The junior did his best, putting home 24 points while snaring seven rebounds, but with constant pressure and double teams on newly-annointed 1,000-point scorer Tim Cross, only Ratliff was able to exert any offensive force for PV.
“We had stretches where we didn’t shoot the ball well,” Kovach said. “I was really happy with our ball distribution tonight, and we knew we had to contest their 3’s and try to limit Ratliff’s ball penetration.”
PV hit on eight long-range shots, but getting good shots against the much taller and longer Warriors proved to be too much of a task. The Lakers capped their regular season hitting just a third of their 48 shots.
Patience and consistency in taking care of the ball got the Warriors many good shots, and overall, they made the most of them, nailing 24 of 42 shots for 57.1 percent.

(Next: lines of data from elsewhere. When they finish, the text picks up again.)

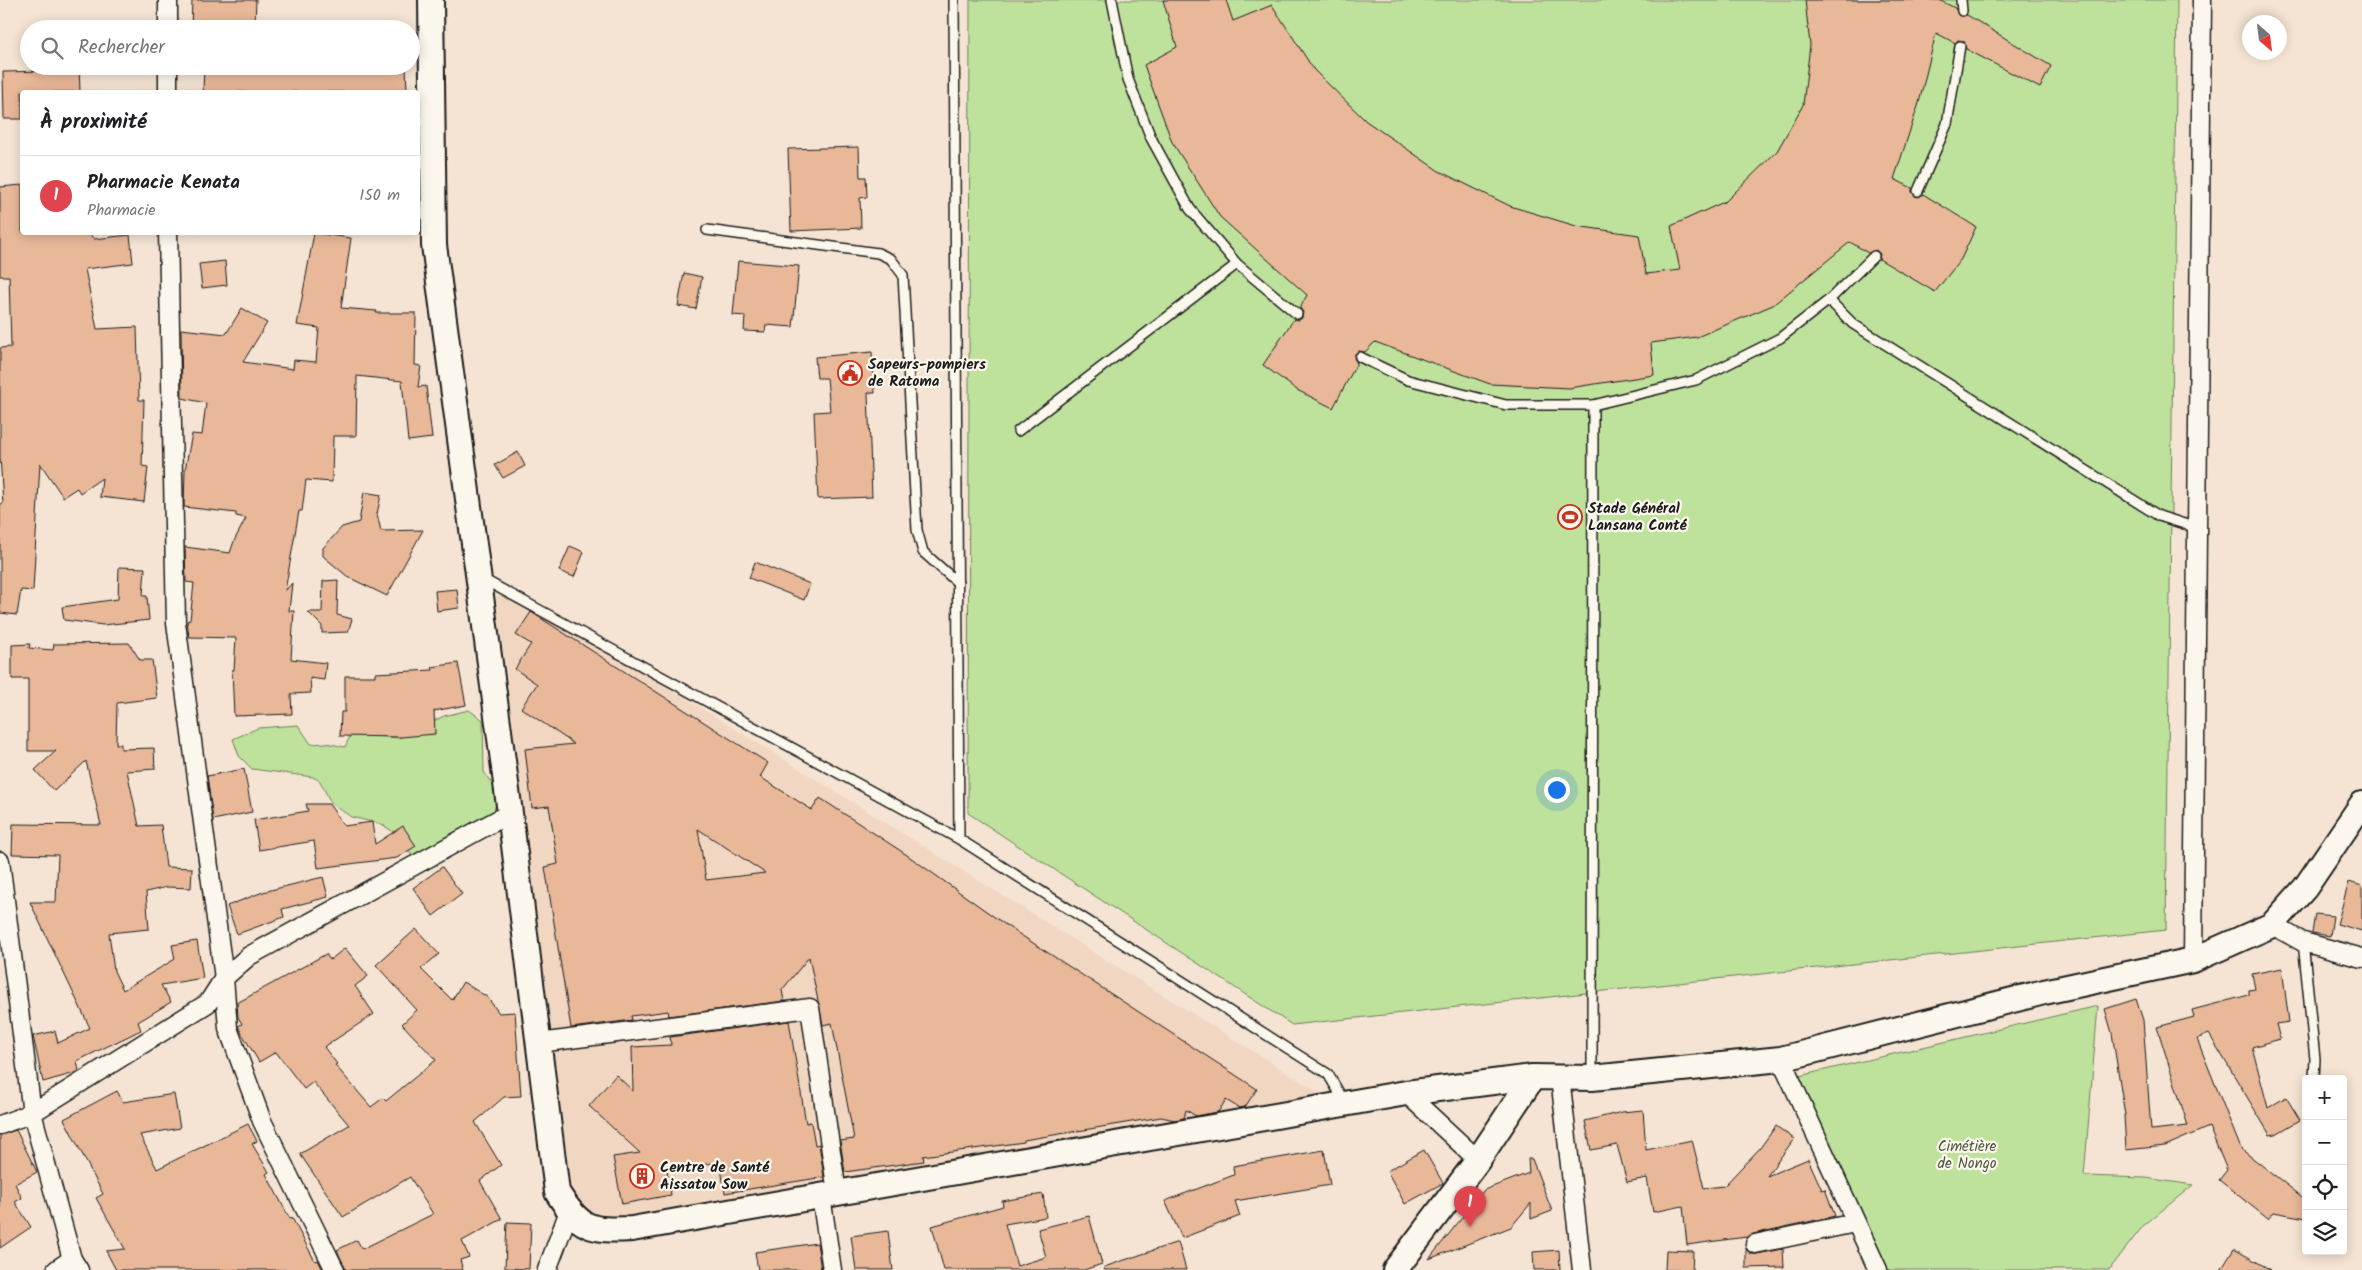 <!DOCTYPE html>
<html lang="fr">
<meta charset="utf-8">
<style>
:root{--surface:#fff;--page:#f6f6f6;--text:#202124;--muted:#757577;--line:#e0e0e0;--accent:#0f766e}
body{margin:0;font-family:Kalam,sans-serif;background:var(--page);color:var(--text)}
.controls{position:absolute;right:15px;bottom:15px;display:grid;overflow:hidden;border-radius:5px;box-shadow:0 2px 12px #0003}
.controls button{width:45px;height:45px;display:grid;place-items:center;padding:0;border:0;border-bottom:1px solid var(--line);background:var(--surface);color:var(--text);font:25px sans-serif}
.compass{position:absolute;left:2242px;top:15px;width:45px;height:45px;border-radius:50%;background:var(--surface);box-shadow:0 2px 12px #0003;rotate:152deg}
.you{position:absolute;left:1556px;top:789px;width:18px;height:18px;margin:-12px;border:4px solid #fff;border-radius:50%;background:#1a73e8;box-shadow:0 0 0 8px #1a73e833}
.badge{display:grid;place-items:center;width:32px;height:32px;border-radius:50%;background:var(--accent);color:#fff;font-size:16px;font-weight:700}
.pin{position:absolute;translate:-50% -41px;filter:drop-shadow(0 1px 2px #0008)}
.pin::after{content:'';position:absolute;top:26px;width:18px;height:15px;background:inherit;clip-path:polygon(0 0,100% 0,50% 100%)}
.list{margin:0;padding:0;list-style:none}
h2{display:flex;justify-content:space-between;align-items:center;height:65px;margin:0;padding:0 20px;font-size:21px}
h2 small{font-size:16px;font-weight:400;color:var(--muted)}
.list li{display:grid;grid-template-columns:32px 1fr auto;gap:15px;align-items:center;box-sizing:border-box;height:80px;padding:0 20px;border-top:1px solid var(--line)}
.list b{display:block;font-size:19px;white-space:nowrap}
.list p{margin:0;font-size:16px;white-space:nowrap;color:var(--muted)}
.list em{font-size:16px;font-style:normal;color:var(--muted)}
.icon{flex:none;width:28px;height:28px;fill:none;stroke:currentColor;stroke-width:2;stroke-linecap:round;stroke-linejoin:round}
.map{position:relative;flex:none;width:2362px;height:1270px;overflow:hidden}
.search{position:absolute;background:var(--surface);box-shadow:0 2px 12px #0003;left:20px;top:20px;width:400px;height:55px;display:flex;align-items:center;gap:12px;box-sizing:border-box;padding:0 18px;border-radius:28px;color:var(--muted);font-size:19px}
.panel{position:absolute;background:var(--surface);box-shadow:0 2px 12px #0003;left:20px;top:90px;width:400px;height:145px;border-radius:5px}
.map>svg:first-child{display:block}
.built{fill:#f1d7c2}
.green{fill:#bee29c;stroke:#6d7f5c}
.building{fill:#e8b899;stroke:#1c1c1c;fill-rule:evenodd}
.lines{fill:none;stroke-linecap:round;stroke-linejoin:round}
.lane-casing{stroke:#1c1c1c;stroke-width:12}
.street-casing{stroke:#1c1c1c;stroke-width:21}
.secondary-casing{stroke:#1c1c1c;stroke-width:28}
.lane{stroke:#fbf7ec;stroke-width:9}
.street{stroke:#fbf7ec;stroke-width:18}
.secondary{stroke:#fbf7ec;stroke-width:24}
.labels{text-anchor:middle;stroke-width:4.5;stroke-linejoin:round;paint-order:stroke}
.poi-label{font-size:15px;font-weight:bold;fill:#1c1c1c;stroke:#fbf7ec;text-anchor:start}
.park-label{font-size:15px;fill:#4d5742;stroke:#fbf7ec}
</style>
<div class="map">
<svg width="2362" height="1270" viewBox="0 0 2362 1270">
<rect width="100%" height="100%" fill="#f5e4d3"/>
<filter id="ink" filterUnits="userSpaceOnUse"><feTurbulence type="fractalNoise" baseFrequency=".02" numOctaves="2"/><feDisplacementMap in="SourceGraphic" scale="10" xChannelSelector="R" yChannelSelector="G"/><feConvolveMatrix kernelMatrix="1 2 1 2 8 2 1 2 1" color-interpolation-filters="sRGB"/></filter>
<g filter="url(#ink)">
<path class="built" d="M494 579 1320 1093 1316 1104 609 1219 581 1209 570 1180Z"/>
<g class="green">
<path d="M970 0H2177L2166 930 1292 1025 968 813Z"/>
<path d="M469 710 483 720 484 772 498 793 491 827 416 864 403 838 381 824 351 817 331 803 320 781 313 777 252 769 239 756 233 739 258 728 298 725 311 744 326 743 345 747 351 734 399 738 444 716Z"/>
<path d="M2098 1006 2084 1176 2146 1178 2193 1185 2143 1226 2109 1270H1885L1795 1077Z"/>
</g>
<g class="building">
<path d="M192 0H256L255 24 228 23V29H191Z"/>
<path d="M1163 0H1226L1233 21 1272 5 1314 70 1366 121 1439 171 1510 206 1576 226 1639 235 1646 274 1680 270 1671 226 1726 201 1777 151 1803 105 1810 45 1805 0H1939L1955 8 1959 16 1967 15 2051 66 2040 88 1966 49 1964 41 1958 40 1955 43 1936 33 1919 103 1894 179 1912 188V192L1915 196 1919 197 1923 194 1976 227 1961 259 1935 292 1879 259 1880 254 1876 250 1868 253 1850 242 1773 305 1697 337 1651 343 1654 375 1569 388 1490 384 1375 342 1365 352 1359 351 1355 354 1354 358 1357 363 1333 408 1297 390 1263 365 1294 319 1299 320 1302 318 1303 312 1300 308 1307 295 1220 217 1172 142 1144 65 1177 47Z"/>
<path d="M44 66H79L80 92H22V119H4L3 72 44 71Z"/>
<path d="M204 66H406L407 92H203Z"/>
<path d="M859 147 860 177H866L867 197 860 198 861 228 791 231 788 149Z"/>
<path d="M22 185V232H88L94 239 130 235 133 263 85 269 97 329 137 327 139 400H144L142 466 148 467 144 502 100 497 102 478 80 493 77 488 63 497 40 463 33 591 21 590 17 615 0 613V504H3L0 455V348L11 347 9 276H0V187Z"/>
<path d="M314 233 351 238 341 308 377 311 376 313H416L415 365 421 366 418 387 426 386 432 438 408 441 402 381 357 376 356 436H333L332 482 306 480 302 511H299L285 591 292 583 289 611H294L291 659 326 663 324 680 310 678 311 693 291 694 292 714 234 716 232 670H234L236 638 189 637 187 621 190 620 194 583 186 582 185 547 230 553 234 541 246 518 236 516V513L184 507 185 470 192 434 202 435 206 403 182 398 181 329 226 334 242 308 267 323 243 362 293 369 294 360 316 362 319 328 297 325Z"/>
<path d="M225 261 227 285 202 288 199 264Z"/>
<path d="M738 261 799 266 793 327 766 325 765 332 744 331 745 316 733 315Z"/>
<path d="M684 273 702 277 696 309 678 306Z"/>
<path d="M872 352 875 393H868L872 497 818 499 814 412 830 411 827 378H817L815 357Z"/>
<path d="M518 452 525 466 503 478 495 465Z"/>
<path d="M364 492 381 495 377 514 381 531 423 530 387 596 348 577 323 556V548L342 527 359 522Z"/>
<path d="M570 546 584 552 574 577 559 571Z"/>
<path d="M755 562 810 584 804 600 749 578Z"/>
<path d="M119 567 145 568 143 596H147L149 620 103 625 64 620 62 607 118 599Z"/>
<path d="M338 580 337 615 352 619 348 632 322 633V626L308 612H322L323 581Z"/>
<path d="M457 589 459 608 437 611 435 591Z"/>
<path d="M531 612 768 763 760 777 812 810 820 798 907 855 1010 928 1257 1089 1245 1107 1239 1108 1226 1100 1218 1112 1196 1116 1186 1110 1184 1118 1175 1120 1161 1117 1024 1140V1142L923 1156 924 1161 845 1172 840 1141 854 1139 832 1023 823 1025 809 957 782 990 784 1001 669 1016 668 1011 631 1016 632 1020 571 1028 545 867 558 864 549 806 532 808 525 749 574 744 521 708 537 684 515 669 531 644 516 635ZM698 829 765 873 706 880Z"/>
<path d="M129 643 140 660H152L157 698 117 703 116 744H121V749L154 748 155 769 127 771 139 826 161 825 166 867 192 868 191 888 167 887 146 892 149 929 109 933 114 971 123 990 175 959 172 945 197 941 203 978 161 985 171 1002 138 1022 141 1030 77 1061 79 1071 75 1073 43 1082 33 1036 55 1031 58 1043 90 1028 30 902H56L58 855 12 854 13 824 101 825 86 761 54 791 35 770 56 751H28V679H12V645L30 644 29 648 53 650 54 644Z"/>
<path d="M458 663 466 705 434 711 435 734 401 737 340 736 341 712H345V676H375V673L433 670 432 667Z"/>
<path d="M244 769 252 812 213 820 207 776Z"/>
<path d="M306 804H329L344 826 372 822 375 844 403 826 416 846 397 858 318 868 314 841 259 850 254 820 308 811Z"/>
<path d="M442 867 462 894 433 916 413 888Z"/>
<path d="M323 877 328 897 282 909 284 917 237 934 227 906 263 892Z"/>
<path d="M2349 882 2362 886V931L2337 924Z"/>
<path d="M2315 914 2333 916 2330 936 2312 933Z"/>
<path d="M416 929 439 954 421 969 452 1000 463 982 487 997 499 1013 515 1012 521 1096 504 1097 475 1122 501 1165 480 1181 502 1219 462 1241 469 1257 460 1260 463 1270H346L337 1250 357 1240 362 1249 433 1214 410 1177 343 1217 300 1154 349 1125 313 1082 304 1089 276 1052 259 1062 241 1032 238 1026 242 1024 238 1017 237 1003 326 954 330 960 345 948 368 976 355 986 374 1014 324 1047 337 1064 335 1065 371 1107 383 1098 386 1101 436 1060 402 1024 417 1010 376 965Z"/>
<path d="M2282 968 2289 1022 2276 1024 2280 1039 2252 1047 2268 1108 2286 1097 2300 1120 2276 1134 2270 1135 2209 1034 2197 1039 2241 1149 2306 1200V1218L2274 1212 2268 1219 2219 1180 2227 1170 2209 1127 2165 1146 2126 1150 2124 1115H2125L2112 1033 2105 1009 2136 999 2143 1020 2151 1130 2188 1126 2157 1027 2194 1017 2192 1010 2249 995V990L2255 989 2252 974Z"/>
<path d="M789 1021 806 1123 811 1122 815 1145 819 1144 824 1177 725 1193 720 1162 667 1170 671 1195 622 1204 613 1157 640 1153 589 1106 616 1075 633 1091 632 1047 671 1045 670 1037Z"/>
<path d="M117 1091 123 1102 174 1094 180 1128 140 1135 157 1169 248 1124 257 1141 252 1144 269 1172 266 1174 290 1219 292 1218 315 1261 318 1260 323 1270H116L106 1251 125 1249 96 1198 103 1194 64 1119Z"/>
<path d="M1643 1110 1646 1150 1692 1140 1704 1188 1724 1186 1760 1148 1776 1126 1794 1139 1767 1176 1808 1159 1822 1190 1825 1189 1835 1216 1753 1234 1746 1239V1237L1687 1245 1683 1206 1653 1212 1647 1178 1627 1182 1617 1145 1591 1150 1585 1121 1622 1112Z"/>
<path d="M16 1130 37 1172 15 1184 22 1198 15 1202 31 1227 0 1248V1135Z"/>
<path d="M1324 1150 1330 1185 1235 1201 1240 1216 1182 1238 1165 1201 1234 1175 1233 1166Z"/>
<path d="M1424 1150 1443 1183 1405 1204 1387 1171Z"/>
<path d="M1528 1159H1532L1552 1211 1531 1219V1203L1511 1227 1429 1259 1484 1190 1529 1173Z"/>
<path d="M1043 1194 1046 1217 1005 1224 1017 1266 1046 1257 1038 1229 1089 1216 1102 1264 1084 1270H944L932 1226 1003 1206 1002 1201Z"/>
<path d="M507 1222 531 1223 529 1269 505 1268Z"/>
<path d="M888 1231 893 1270H856L851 1236Z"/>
<path d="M1178 1242 1186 1270H1104V1267Z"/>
<path d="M817 1243 821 1270H758L755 1252Z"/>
<path d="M1746 1249 1751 1254H1757L1783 1249 1784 1267 1746 1268Z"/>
<path d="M2234 1249 2271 1270H2221Z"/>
<path d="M1559 1250 1560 1270H1534L1533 1252Z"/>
<path d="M1666 1250 1693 1251 1692 1270H1665Z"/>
</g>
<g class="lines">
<defs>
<g id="lane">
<path d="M954 0 959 839 1328 1074 1344 1101"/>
<path d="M1112 0 1128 79 1151 138 1190 209 1237 264 1297 314"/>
<path d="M1961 0 1962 11"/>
<path d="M1918 191 1947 124 1960 46"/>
<path d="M707 230 878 253 891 259 903 275 917 530 923 552 958 583"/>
<path d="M1829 300 1853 324 2159 516 2197 528"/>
<path d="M1360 357 1408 380 1506 405H1593L1696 380 1780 338 1829 300 1874 256"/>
<path d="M1018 431 1237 264"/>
<path d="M481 578 959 839"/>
<path d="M2303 942 2315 1059 2314 1079"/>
<path d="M1592 1078 1593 405"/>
</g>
<g id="street">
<path d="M168 29V0"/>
<path d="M168 92V66"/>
<path d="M168 232 176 623 224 978 228 1028 262 1121 335 1270"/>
<path d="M0 861 32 1113 72 1259 79 1270"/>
<path d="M2272 925 2303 942 2362 958"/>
<path d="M2193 960 2202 0"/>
<path d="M539 1043 810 1008 837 1193"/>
<path d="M1781 1059 1878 1270"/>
<path d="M1560 1077 1582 1270"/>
<path d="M1406 1093 1478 1160"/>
<path d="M0 1125 32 1113 208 1003 224 978 249 956 510 813"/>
<path d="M821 1196 832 1270"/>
<path d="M1755 1244 1855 1223"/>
<path d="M56 1270 72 1259"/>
<path d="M547 1270 569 1211"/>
</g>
<g id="secondary">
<path d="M431 0 434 245 510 813 557 1192C580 1229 590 1231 632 1229L1406 1093 1533 1077 1592 1078 1781 1059 2044 992 2193 960 2272 925 2305 888 2362 804"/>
<path d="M1395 1270 1478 1160 1533 1077"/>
</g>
</defs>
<use href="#lane" class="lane-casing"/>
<use href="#street" class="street-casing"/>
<use href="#secondary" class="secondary-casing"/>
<use href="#lane" class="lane"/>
<use href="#street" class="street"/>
<use href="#secondary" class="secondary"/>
</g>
</g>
<defs>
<symbol id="civic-ring" viewBox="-11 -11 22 22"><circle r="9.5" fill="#fbf7ec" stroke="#c8321e" stroke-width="1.5"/><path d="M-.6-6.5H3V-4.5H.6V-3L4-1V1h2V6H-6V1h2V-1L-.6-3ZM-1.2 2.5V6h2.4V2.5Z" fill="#c8321e"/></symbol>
<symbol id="stadium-ring" viewBox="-11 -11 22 22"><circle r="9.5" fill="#fbf7ec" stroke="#c8321e" stroke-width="1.5"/><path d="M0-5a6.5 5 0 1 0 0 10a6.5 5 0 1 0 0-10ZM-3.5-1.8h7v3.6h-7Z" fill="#c8321e"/></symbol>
<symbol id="building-ring" viewBox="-11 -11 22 22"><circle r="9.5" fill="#fbf7ec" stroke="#c8321e" stroke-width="1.5"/><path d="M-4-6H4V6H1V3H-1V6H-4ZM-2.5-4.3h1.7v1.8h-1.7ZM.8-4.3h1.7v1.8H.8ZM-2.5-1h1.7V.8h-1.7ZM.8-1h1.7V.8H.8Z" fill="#c8321e"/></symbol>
</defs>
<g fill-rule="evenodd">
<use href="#civic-ring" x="836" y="359" width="28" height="28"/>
<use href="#stadium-ring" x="1556" y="503" width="28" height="28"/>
<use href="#building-ring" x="628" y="1162" width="28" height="28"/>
</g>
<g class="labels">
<g class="poi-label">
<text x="868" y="369">Sapeurs-pompiers<tspan x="868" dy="17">de Ratoma</tspan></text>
<text x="1588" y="513">Stade Général<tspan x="1588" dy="17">Lansana Conté</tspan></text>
<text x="660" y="1172">Centre de Santé<tspan x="660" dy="17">Aissatou Sow</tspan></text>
</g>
<g class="park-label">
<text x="1967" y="1151">Cimétière<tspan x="1967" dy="17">de Nongo</tspan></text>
</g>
</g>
</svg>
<div class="controls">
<button>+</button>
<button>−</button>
<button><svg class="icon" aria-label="locate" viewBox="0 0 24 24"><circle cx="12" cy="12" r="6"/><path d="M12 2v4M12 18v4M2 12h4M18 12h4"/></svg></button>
<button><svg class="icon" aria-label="layers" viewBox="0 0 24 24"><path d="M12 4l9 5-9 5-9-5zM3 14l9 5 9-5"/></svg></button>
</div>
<svg class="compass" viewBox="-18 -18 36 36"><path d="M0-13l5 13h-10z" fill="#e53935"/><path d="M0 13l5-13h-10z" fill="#757577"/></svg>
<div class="you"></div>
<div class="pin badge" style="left:1470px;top:1227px;background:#e0444e">1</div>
<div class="search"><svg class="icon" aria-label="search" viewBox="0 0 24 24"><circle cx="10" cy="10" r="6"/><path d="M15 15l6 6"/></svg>Rechercher</div>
<section class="panel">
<h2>À proximité<small></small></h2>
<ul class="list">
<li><span class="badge" style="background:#e0444e">1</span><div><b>Pharmacie Kenata</b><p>Pharmacie</p></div><em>150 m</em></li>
</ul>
</section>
</div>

Jeremy Quinlan paced the attack for the Warriors with 18 points, including 11 in the second half. Collin Harkulich was their main force in the first half with all 11 of his points. He hit all five shots he took. The second-half offense was aided by Ryan Mosora’s seven points.
Toss in the 10-point efforts of Jimmy Quinlan and Derrick Dickson, and you see a starting five with balance and confidence that works to win. With the size edge they had overall on the Lakers, and with Nowakowski and also Chase Thurber missing a bit of time with three early fouls, depth came to the fore, and the Warriors had it.
“The biggest problem tonight for us,” Fitch said, “is that Brookfield just has too many good players that work well as a team. They’re well-rounded and it would not surprize me a bit to see them make a deep run into the tournament.”
Ratliff’s 24 led the Lakers, Cross added nine, but no other PV player scored more than four.
Kelly is a freelance writer from Jefferson.